A Brief History of Seven Killings
By Marlon James
Riverhead. 688 pp. $28.95.
nolead ends nolead begins
Reviewed by Dan DeLuca
Marlon James' A Brief History of Seven Killings should win some kind of award for ironic untruth-telling in titling. It is indeed a novel, though a historical one based on real events. At nearly 700 dense pages, often written in Jamaican patois, it's anything but brief. And the corpses quickly add up to many more than seven.
One body not added to the count, at least not at the time intended by his would-be assassins, was that of Bob Marley. James' epic, multifaceted story revolves around the Rasta reggae superstar, and the failed assassination attempt in December 1976, just two days before he planned to play - and remarkably, did - a Smile Jamaica concert in Kingston meant to ease political tensions in the island nation.
Those tensions run through every page of Seven Killings, a sprawling saga that carries the story of Marley's would-be killers to Miami and New York in the early 1990s and dazzlingly employs more than a dozen narrators who tell their own versions of events.

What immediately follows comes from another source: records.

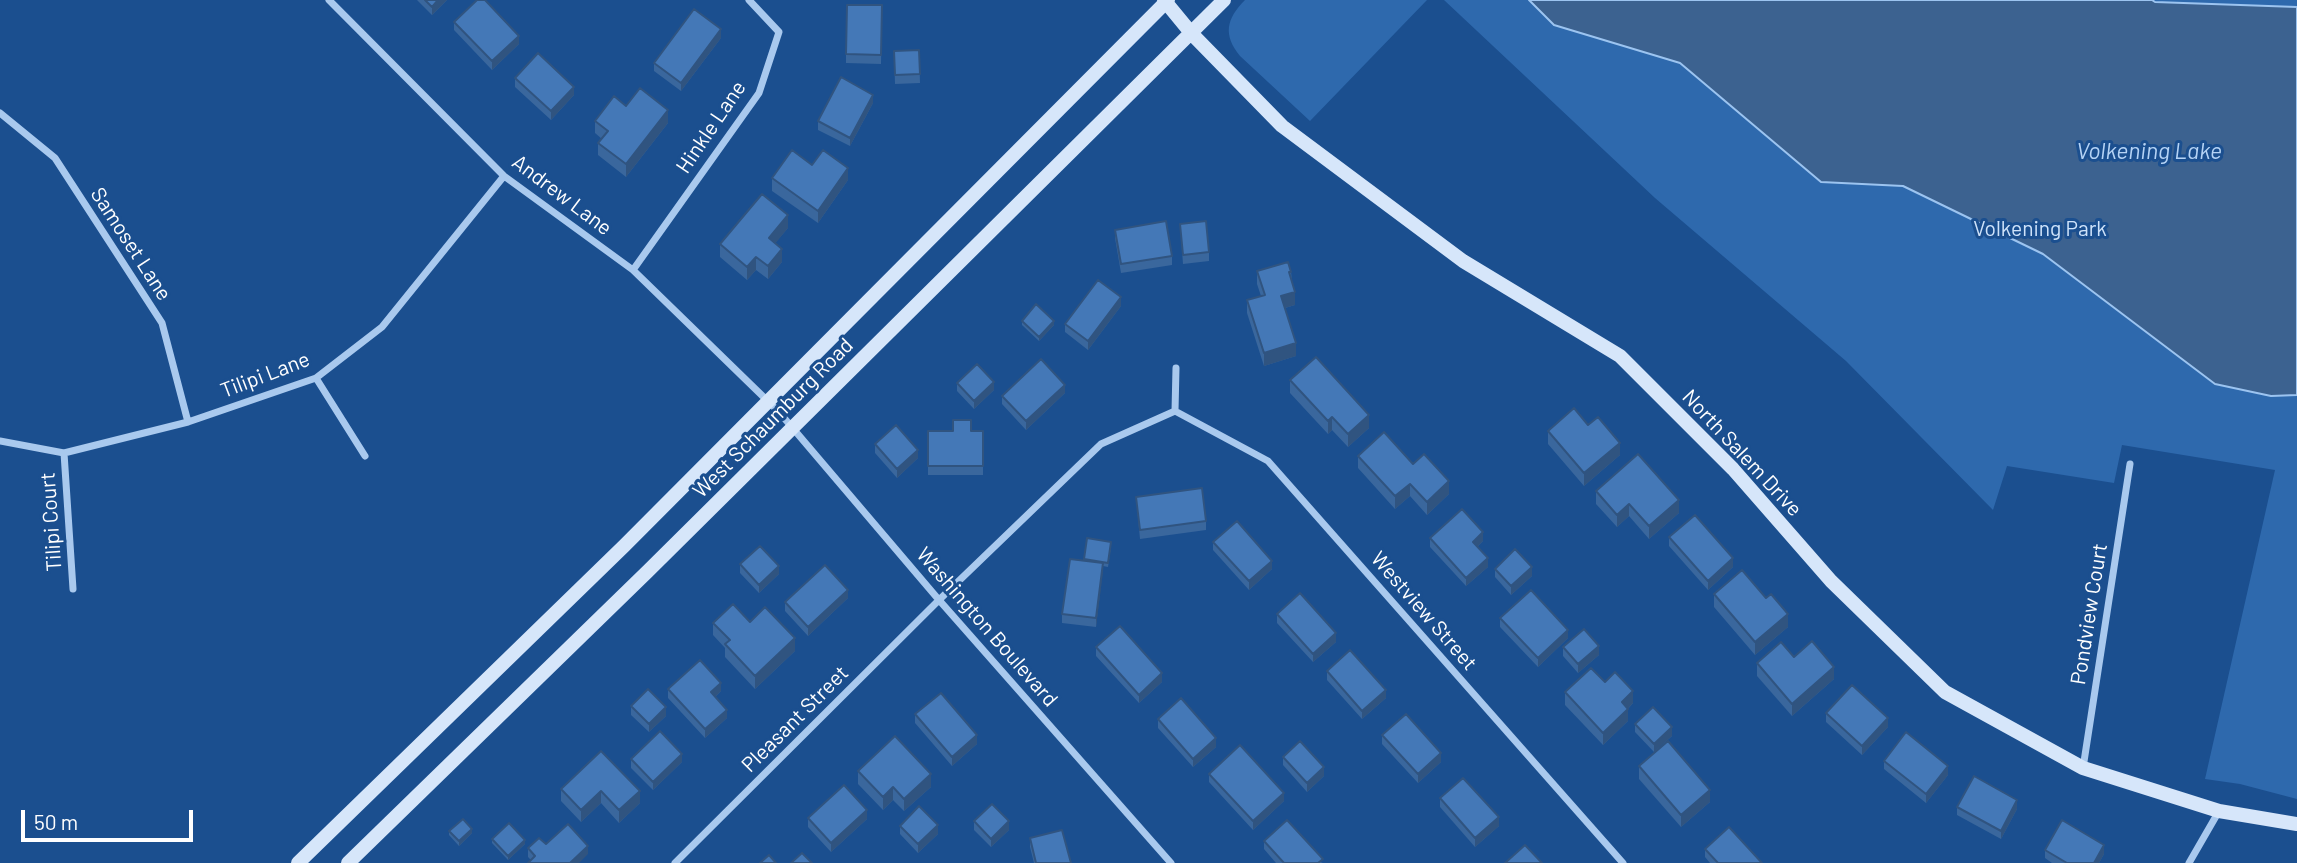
<!DOCTYPE html>
<style>
body{margin:0}
#map{position:relative;width:2297px;height:863px;overflow:hidden;background:#1b4f8f;font-family:Barlow,sans-serif}
canvas{display:block}
.scale{position:absolute;left:21px;top:810px;width:172px;height:32px;box-sizing:border-box;border:4px solid #fff;border-top:0;padding-left:9px;font-size:21px;line-height:24px;white-space:nowrap;color:#fff;-webkit-text-stroke:5px #1b4f8f;paint-order:stroke}
</style>
<div id="map">
<canvas width="2297" height="863"></canvas>
<div class="scale">50 m</div>
</div>
<script>
const c = document.querySelector('canvas').getContext('2d');
c.lineJoin = 'round';
function paint(path, color) { c.fillStyle = color; c.fill(path, 'evenodd'); }
function stroke(path, color, width, dash) { c.strokeStyle = color; c.lineWidth = width; c.lineCap = dash ? 'butt' : 'round'; c.setLineDash(dash || []); c.stroke(path); }
function label(font, color, halo, rows, align = 'center') {
  c.font = font + ' Barlow,sans-serif'; c.lineWidth = 6; c.setLineDash([]); c.textBaseline = 'middle'; c.strokeStyle = halo; c.fillStyle = color; for (const [text, x, y, turn = 0] of rows) {
    c.save(); c.translate(x, y); c.rotate((+turn || 0) * Math.PI / 180); c.textAlign = isNaN(turn) ? turn : align; if (halo) c.strokeText(text, 0, 0); c.fillText(text, 0, 0); c.restore();
  }
}
paint(new Path2D(`
 M1245,0h182l-117,121 -70,-65c-17,-21 -14,-37 5,-56z
 M1444,0h853v799l-57,-15 -35,-5 70,-309 -153,-25 -8,38 -107,-17 -14,44 -147,-149 -191,-163z`), '#2e69ad');
const water = new Path2D(`
 M1529,0h623l3,2 142,5v388l-26,1 -56,-12 -172,-130 -140,-68 -82,-4 -141,-119 -126,-38z`);
paint(water, '#3c6290');
stroke(water, '#9cc4f0', 2);
stroke(new Path2D(`
 M329,0l175,176 129,94 146,142 160,188 232,263
 M0,113l55,45 107,165 26,99
 M633,270l126,-177 20,-61 -30,-32
 M1176,368l-1,43 93,50 355,402
 M316,378l49,78
 M0,441l64,12 124,-31 128,-44 66,-51 122,-151
 M64,453l9,136
 M2083,768l47,-304
 M675,863l264,-263 162,-156 74,-33
 M2189,863l30,-52`), '#a9c9ee', 7);
stroke(new Path2D(`
 M1164,0l28,34 90,92 181,135 157,95 113,113 98,112 114,111 138,76 136,43 78,13
 M298,863l326,-317 544,-546
 M348,863l299,-291 577,-572`), '#d6e6fa', 14);
paint(new Path2D(`
 M417,0h30l-15,15z
 M882,5l-1,59 -35,-1v-9z
 M454,22l65,22 -27,26 -38,-40z
 M721,38l-40,53 -27,-20v-8z
 M919,50l1,33 -25,1 -1,-33z
 M515,78l59,17 -23,25 -36,-33z
 M873,103l-23,43 -32,-16v-9z
 M626,106l42,17 -42,54 -28,-22v-12l4,-4 -7,-6v-12z
 M812,165l36,15 -30,43 -46,-32v-13z
 M1180,224l29,28v9l-26,3z
 M788,228l-13,15 7,19 -14,17 -12,-9 -9,10 -27,-23v-13z
 M1115,230l57,26v9l-51,8 -6,-35z
 M1257,271l34,1 4,33 -10,3 11,48 -32,10 -17,-53v-13l14,-4 -4,-12z
 M1121,306l-33,44 -23,-18v-8z
 M1022,321l32,4 -15,16 -17,-16z
 M1290,380l79,48 -21,19 -16,-17 -4,4 -38,-41z
 M957,383l37,7 -20,19 -17,-18z
 M1065,393l-39,37 -24,-26v-8z
 M1588,425l32,30 -36,31 -36,-42v-13z
 M928,431h55v44h-55z
 M875,444l43,14 -21,20 -22,-25z
 M1358,456l55,8 36,30 -22,21 -17,-19 -15,13 -37,-41z
 M1596,491l83,22 -30,26 -20,-23 -12,11 -21,-23z
 M1136,497l70,24v9l-66,9z
 M1669,537l64,30 -25,23 -39,-44z
 M1430,538l53,3 -6,6 11,20 -22,19 -36,-39z
 M1213,542l59,27 -23,21 -36,-40z
 M1111,547l-3,20 -5,-1 -7,61 -34,-4v-9l22,-55z
 M740,564l39,10 -20,19 -19,-20z
 M1495,569l37,7 -21,19 -16,-18z
 M1714,594l74,33 -33,28 -41,-48z
 M848,598l-40,38 -23,-25v-9z
 M1277,614l59,28 -23,20 -36,-39z
 M1500,618l68,20 -30,29 -38,-40z
 M750,622l45,29 -40,38 -30,-32v-9l-12,-13v-12z
 M1096,647l66,35 -23,21 -43,-47z
 M1563,647l36,8 -21,18 -15,-17z
 M1794,657l40,22 -42,37 -35,-40v-13z
 M1327,671l59,27 -24,21 -35,-39z
 M1605,682l28,21 -5,6v12l-25,24 -38,-40v-13z
 M668,689l53,2 -6,6 12,21 -22,20 -37,-40z
 M631,706l35,10 -17,16 -18,-17z
 M1826,713l62,14 -26,28 -36,-33z
 M915,714l62,30 -25,22 -37,-43z
 M1158,719l58,28 -23,20 -35,-39z
 M1635,724l37,12 -18,16 -19,-20z
 M1382,735l59,27 -23,21 -36,-39z
 M601,751l39,52 -21,20 -18,-20 -20,19 -20,-21v-12z
 M1283,757l41,19 -17,16 -24,-27z
 M631,759l51,3 -29,28 -22,-22z
 M1884,761l64,14 -22,28 -42,-34z
 M1639,766l71,36 -29,25 -42,-48z
 M858,771l73,16 -27,24 -11,-11 -10,10 -25,-26z
 M1209,774l75,27 -31,29 -44,-48z
 M1440,798l59,28 -24,21 -35,-40z
 M1957,807l60,2 -16,30 -44,-24z
 M808,818l59,1 -36,33 -23,-25z
 M974,821l35,9 -18,17 -17,-17z
 M900,826l38,8 -20,19 -18,-19z
 M449,831l23,2 -13,13 -10,-11z
 M1030,838l41,25h-37l-4,-16z
 M492,839l33,5 -17,16 -16,-17z
 M1264,841l59,22h-47l-12,-14z
 M546,844l42,10 -57,6 -3,-3v-9z
 M1705,849l57,14h-52l-5,-6z
 M2045,850l59,4 -5,9h-47l-7,-5z`), '#3a679d');
paint(new Path2D(`
 M438,0h9l-15,15v-8z
 M721,29v9l-40,53v-8z
 M519,36v8l-27,26v-9z
 M574,87v8l-23,25v-9z
 M873,95v8l-23,43v-8z
 M668,110v13l-42,54v-13z
 M848,168v12l-30,43v-12z
 M788,215v13l-19,23v-13z
 M782,249v13l-14,17v-13z
 M756,257v13l-9,10v-13z
 M1295,292v13l-14,4v-13z
 M1121,297v9l-33,44v-9z
 M1054,321v4l-15,16v-4z
 M1296,343v13l-32,10v-13z
 M994,382v8l-20,19v-8z
 M1065,385v8l-39,37v-9z
 M1369,415v13l-21,19v-13z
 M1332,417v13l-4,4v-13z
 M1620,443v12l-36,31v-13z
 M918,450v8l-21,20v-9z
 M1449,481v13l-22,21v-13z
 M1410,484v12l-15,13v-13z
 M1679,500v13l-30,26v-13z
 M1629,504v12l-12,11v-12z
 M1483,532v9l-10,10v-9z
 M1488,558v9l-22,19v-8z
 M1733,558v9l-25,23v-9z
 M1272,561v8l-23,21v-9z
 M1103,563v9l-7,55v-9z
 M779,566v8l-20,19v-8z
 M1532,567v9l-21,19v-9z
 M848,590v8l-40,38v-9z
 M1788,614v13l-33,28v-13z
 M1568,630v8l-30,29v-9z
 M1336,633v9l-23,20v-8z
 M795,638v13l-40,38v-13z
 M1599,646v9l-21,18v-9z
 M1834,667v12l-42,37v-12z
 M1162,673v9l-23,21v-8z
 M721,683v8l-10,10v-9z
 M1386,690v8l-24,21v-8z
 M1633,691v12l-9,10 4,-4v12l-25,24v-12l19,-31z
 M666,707v9l-17,16v-8z
 M727,710v8l-22,20v-9z
 M1888,718v9l-26,28v-9z
 M1672,727v9l-18,16v-8z
 M977,735v9l-25,22v-9z
 M1216,738v9l-23,20v-8z
 M1441,753v9l-23,21v-9z
 M682,754v8l-29,28v-8z
 M1948,766v9l-22,28v-9z
 M1324,767v9l-17,16v-9z
 M931,774v13l-27,24v-12z
 M893,787v13l-10,10v-13z
 M1710,790v12l-29,25v-12z
 M601,791v12l-20,19v-12z
 M640,791v12l-21,20v-13z
 M1284,793v8l-31,29v-9z
 M2017,800v9l-16,30v-8z
 M867,810v9l-36,33v-9z
 M1499,817v9l-24,21v-9z
 M1009,821v9l-18,17v-8z
 M938,825v9l-20,19v-9z
 M472,829v4l-13,13v-5z
 M525,840v4l-17,16v-4z
 M2104,845v9l-5,9h-5z
 M588,846v8l-9,9h-9z`), '#305480');
const building = new Path2D(`
 M425,0h13l-6,7z
 M477,0h8l34,36 -27,25 -38,-39z
 M847,5h35l-1,50 -35,-1z
 M694,9l27,20 -40,54 -27,-20z
 M919,50l1,24 -25,1 -1,-24z
 M538,53l36,34 -23,24 -36,-33z
 M841,77l32,18 -23,43 -32,-17z
 M640,88l28,22 -42,54 -28,-21 10,-12 -13,-10 19,-25 12,10z
 M792,150l20,15 11,-15 25,18 -30,43 -46,-33z
 M762,194l26,21 -19,23 13,11 -14,17 -12,-9 -9,10 -27,-23z
 M1166,221l6,35 -51,8 -6,-34z
 M1206,221l3,31 -26,3 -3,-31z
 M1288,262l3,10h-2l6,20 -14,4 15,47 -32,10 -17,-53 18,-5 -8,-24z
 M1098,280l23,17 -33,44 -23,-17z
 M1036,304l18,17 -15,16 -17,-16z
 M1316,357l53,58 -21,19 -16,-17 -4,4 -38,-41z
 M1041,359l24,26 -39,36 -24,-25z
 M977,364l17,18 -20,19 -17,-18z
 M1574,408l14,17 10,-8 22,26 -36,30 -36,-42z
 M953,420h18v11h12v35h-55v-35h25z
 M896,425l22,25 -21,19 -22,-25z
 M1384,432l29,32 11,-10 25,27 -22,21 -17,-18 -15,12 -37,-40z
 M1638,454l41,46 -30,26 -20,-22 -12,11 -21,-24z
 M1202,488l4,33 -66,9 -4,-33z
 M1462,509l21,23 -10,10 15,16 -22,20 -36,-40z
 M1695,515l38,43 -25,23 -39,-44z
 M1237,521l35,40 -23,20 -36,-39z
 M1087,538l24,4 -3,21 -24,-4z
 M760,546l19,20 -20,19 -19,-21z
 M1515,549l17,18 -21,19 -16,-17z
 M1070,559l33,4 -7,55 -34,-4z
 M825,565l23,25 -40,37 -23,-25z
 M1742,570l24,28 5,-4 17,20 -33,28 -41,-48z
 M1531,590l37,40 -30,28 -38,-40z
 M1300,593l36,40 -23,21 -36,-40z
 M733,604l17,18 15,-15 30,31 -40,38 -30,-32 5,-4 -17,-17z
 M1120,626l42,47 -23,22 -43,-48z
 M1584,629l15,17 -21,18 -15,-17z
 M1812,641l22,26 -42,37 -35,-41 24,-21 13,15z
 M1350,650l36,40 -24,21 -35,-40z
 M700,660l21,23 -10,9 16,18 -22,19 -37,-40z
 M1591,668l14,14 10,-10 18,19 -11,11 6,7 -25,24 -38,-41z
 M1852,685l36,33 -26,28 -36,-33z
 M648,689l18,18 -17,17 -18,-18z
 M941,693l36,42 -25,22 -37,-43z
 M1181,698l35,40 -23,21 -35,-40z
 M1653,707l19,20 -18,17 -19,-20z
 M1406,714l35,39 -23,21 -36,-39z
 M660,731l22,23 -29,28 -22,-23z
 M1906,732l42,34 -22,28 -42,-33z
 M895,736l36,38 -27,25 -11,-12 -10,10 -25,-26z
 M1300,741l24,26 -17,16 -24,-26z
 M1668,741l42,49 -29,25 -42,-49z
 M1240,745l44,48 -31,28 -44,-47z
 M601,751l39,40 -21,19 -18,-19 -20,19 -20,-21z
 M1974,776l43,24 -16,31 -44,-24z
 M1463,778l36,39 -24,21 -35,-40z
 M844,785l23,25 -36,33 -23,-25z
 M992,804l17,17 -18,18 -17,-18z
 M919,806l19,19 -20,19 -18,-18z
 M463,819l9,10 -13,12 -10,-10z
 M1287,820l36,39 -5,4h-34l-20,-22z
 M2062,820l42,25 -10,18h-27l-22,-13z
 M509,823l16,17 -17,16 -16,-17z
 M568,824l20,22 -18,17h-42l7,-7 -7,-8 11,-10 7,6z
 M1729,827l33,36h-44l-13,-14z
 M1062,830l9,33h-35l-6,-25z
 M1525,845l17,18h-37z
 M802,853l10,10h-21z
 M769,855l7,8h-16z`);
paint(building, '#4478b7');
stroke(building, '#305480', 2);
label('21px', '#fff', '#1b4f8f', [
 ["Hinkle Lane",711,127,-56],
 ["Andrew Lane",562,195,37],
 ["Samoset Lane",131,244,57],
 ["Tilipi Lane",265,375,-21],
 ["West Schaumburg Road",773,418,-45],
 ["North Salem Drive",1742,453,47],
 ["Tilipi Court",51,522,-94],
 ["Westview Street",1424,611,49],
 ["Pondview Court",2089,614,-81],
 ["Washington Boulevard",987,627,49],
 ["Pleasant Street",795,719,-45]
]);
label('21px', '#cfe3fa', '#1b4f8f', [
 ["Volkening Park",2040,229]
]);
label('italic 23px', '#b5d3f5', '#1b4f8f', [
 ["Volkening Lake",2149,151]
]);
</script>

Like a capacious 19th-century novel crossed with a paranoid Don DeLillo conspiracy-theory thriller, the book is a low-burning spliff that begins with a four-page list of 76 characters. The reader needs to refer to it frequently.

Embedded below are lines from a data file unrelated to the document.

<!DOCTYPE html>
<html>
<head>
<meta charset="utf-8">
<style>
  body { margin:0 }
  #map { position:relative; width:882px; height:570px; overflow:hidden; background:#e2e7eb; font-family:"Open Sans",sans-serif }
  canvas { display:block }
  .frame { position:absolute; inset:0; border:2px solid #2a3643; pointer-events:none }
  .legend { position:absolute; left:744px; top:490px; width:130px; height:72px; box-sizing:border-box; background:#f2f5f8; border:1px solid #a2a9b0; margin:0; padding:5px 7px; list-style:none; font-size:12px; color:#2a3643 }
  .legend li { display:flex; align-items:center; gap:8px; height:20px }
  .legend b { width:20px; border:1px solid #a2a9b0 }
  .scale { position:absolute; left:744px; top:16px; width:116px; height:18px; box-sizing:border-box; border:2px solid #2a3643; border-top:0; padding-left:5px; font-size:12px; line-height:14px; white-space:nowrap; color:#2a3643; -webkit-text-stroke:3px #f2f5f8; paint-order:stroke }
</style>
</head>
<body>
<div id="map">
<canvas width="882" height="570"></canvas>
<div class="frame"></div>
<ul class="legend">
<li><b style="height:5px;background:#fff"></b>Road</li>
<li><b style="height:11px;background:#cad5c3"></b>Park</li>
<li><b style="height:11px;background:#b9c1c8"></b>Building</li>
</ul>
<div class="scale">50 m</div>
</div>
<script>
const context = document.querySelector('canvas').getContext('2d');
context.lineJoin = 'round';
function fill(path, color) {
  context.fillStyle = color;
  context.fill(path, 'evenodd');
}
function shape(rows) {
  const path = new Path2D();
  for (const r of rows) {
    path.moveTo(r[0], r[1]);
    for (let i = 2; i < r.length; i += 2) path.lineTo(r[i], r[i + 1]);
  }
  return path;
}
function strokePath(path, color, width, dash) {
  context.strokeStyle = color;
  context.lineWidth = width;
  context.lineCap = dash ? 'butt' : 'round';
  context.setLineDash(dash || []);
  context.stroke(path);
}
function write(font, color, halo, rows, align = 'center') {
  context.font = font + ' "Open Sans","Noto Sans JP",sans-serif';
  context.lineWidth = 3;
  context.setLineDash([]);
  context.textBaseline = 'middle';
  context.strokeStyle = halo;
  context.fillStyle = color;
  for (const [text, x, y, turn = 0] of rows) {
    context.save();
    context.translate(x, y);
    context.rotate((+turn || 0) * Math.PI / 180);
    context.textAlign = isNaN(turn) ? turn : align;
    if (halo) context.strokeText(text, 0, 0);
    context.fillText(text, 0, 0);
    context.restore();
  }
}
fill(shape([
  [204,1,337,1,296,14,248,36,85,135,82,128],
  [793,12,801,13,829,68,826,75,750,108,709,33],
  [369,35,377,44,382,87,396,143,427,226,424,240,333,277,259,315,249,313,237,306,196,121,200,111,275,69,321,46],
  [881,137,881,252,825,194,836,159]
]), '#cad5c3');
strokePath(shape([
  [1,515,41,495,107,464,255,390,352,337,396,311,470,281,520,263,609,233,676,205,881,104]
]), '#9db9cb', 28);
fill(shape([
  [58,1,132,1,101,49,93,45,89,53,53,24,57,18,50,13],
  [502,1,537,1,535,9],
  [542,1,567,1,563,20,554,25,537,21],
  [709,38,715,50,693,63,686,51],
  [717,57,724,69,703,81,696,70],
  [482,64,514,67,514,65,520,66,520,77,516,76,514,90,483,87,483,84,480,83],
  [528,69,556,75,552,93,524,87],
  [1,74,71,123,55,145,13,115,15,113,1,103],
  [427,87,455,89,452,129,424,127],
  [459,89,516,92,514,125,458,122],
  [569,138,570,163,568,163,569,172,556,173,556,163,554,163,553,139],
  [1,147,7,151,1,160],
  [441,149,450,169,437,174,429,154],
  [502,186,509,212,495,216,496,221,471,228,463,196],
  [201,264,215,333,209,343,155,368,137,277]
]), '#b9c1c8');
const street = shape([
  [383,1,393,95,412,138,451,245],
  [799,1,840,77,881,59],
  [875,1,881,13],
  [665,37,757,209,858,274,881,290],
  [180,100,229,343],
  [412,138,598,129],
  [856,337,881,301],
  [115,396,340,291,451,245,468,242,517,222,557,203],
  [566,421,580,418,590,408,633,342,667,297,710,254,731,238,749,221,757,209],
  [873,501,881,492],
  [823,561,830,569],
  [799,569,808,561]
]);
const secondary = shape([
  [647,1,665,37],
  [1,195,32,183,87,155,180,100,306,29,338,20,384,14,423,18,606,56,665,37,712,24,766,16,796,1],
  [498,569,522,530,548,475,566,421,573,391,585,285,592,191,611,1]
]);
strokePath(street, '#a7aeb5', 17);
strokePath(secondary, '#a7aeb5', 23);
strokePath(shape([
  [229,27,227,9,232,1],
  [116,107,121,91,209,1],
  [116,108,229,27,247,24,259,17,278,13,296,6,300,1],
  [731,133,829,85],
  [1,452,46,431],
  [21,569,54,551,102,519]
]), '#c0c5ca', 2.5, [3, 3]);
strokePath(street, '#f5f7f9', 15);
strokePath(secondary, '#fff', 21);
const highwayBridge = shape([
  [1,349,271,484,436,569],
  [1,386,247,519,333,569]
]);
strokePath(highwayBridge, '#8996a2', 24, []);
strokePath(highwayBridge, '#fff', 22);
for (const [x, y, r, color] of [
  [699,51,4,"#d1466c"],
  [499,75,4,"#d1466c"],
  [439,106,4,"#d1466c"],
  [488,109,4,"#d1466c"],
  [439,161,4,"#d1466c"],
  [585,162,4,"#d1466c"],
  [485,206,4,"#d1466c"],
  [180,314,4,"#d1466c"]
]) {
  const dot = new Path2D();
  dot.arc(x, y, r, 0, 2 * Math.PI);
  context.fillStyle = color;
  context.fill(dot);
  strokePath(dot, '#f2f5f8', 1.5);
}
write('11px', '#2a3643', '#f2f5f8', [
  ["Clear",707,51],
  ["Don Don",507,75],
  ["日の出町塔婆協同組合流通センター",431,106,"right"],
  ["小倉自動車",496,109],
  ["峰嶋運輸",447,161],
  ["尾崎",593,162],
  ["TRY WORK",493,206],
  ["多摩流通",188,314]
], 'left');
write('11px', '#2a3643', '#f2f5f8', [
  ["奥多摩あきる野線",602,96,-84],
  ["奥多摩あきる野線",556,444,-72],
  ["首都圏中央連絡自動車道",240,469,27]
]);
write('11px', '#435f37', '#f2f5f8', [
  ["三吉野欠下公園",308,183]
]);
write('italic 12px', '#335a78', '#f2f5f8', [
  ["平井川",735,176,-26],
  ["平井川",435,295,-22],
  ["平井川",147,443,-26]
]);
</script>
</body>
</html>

After title-page quotes from Bonnie Raitt ("Gonna tell the truth about it / Honey, that's the hardest part") and a cryptic Jamaican proverb ("If it no go so, it go near so"), Seven Killings begins in the voice of politician Sir Arthur George Jennings, who moves through the story like a ghost - because that's exactly what he is.
As the book begins, Jamaica is wracked by drug-fueled gun battles among the supporters of the left-leaning People's National Party, led by Prime Minister Michael Manley, and the center-right Jamaican Labor Party of former music industry executive (and later prime minister) Edward Seaga. The book examines CIA efforts to destabilize Manley's government, seen as drifting close to Fidel Castro's Cuba.
Marley, never named or heard from but referred to only as "The Singer," is caught in the middle. The widely worshipped international superstar lives in a house on a hill on Hope Road, and is the object of the envy and rage of many.
Among the many characters telling this tale are gang leaders and enforcers with names such as Papa-Lo, Shotta Sheriff, and Josey Wales, as well as shooters with sobriquets such as Weeper and Bam-Bam. The last is introduced in a grisly, masterfully rendered set piece in which his family is murdered.
The standout female character is Nina Burgess, a onetime Marley paramour who is the novel's voice of reason. She strives to escape to greater economic opportunity in the United States. CIA station chief Barry DiFlorio is a high-strung hothead coping with clandestine operatives and a wife whose fondest wish is to get out of Jamaica. Alex Pierce is a Rolling Stone journalist sent to Kingston to chase Mick Jagger gossip. He quickly senses he's in over his head in a Wild West country where Jamaicans are equally obsessed with Clint Eastwood and the gunfighter ballads of Marty Robbins.
James grew up in Jamaica and teaches in Minnesota. Seven Killings is his third and most ambitious novel. He's skilled at weaving pop culture into his narrative, with Dukes of Hazzard references and one section of the book moving to the beat of Andy Gibb's 1979 hit "Shadow Dancing."
He's also expert at giving authentic voice to myriad characters. Gang leaders are apt to drop offhand profundities. On the eve of the assassination attempt, in which both Marley and his wife Rita were wounded, Papa-Lo wonders why he tends to get philosophical at the end of the year: "Maybe because is December. After all, only when we come to Revelation that we take stock of Genesis, right?"
A Brief History Of Seven Killings can be rough going. Quotation marks are rarely employed, and it's often difficult to be sure who's talking to whom. But the book rewards time spent, bringing a complex perspective on violence, corruption, and the untidiness of humanity to vivid life and astonishing detail. It makes you want to rush out and read everything else James has written.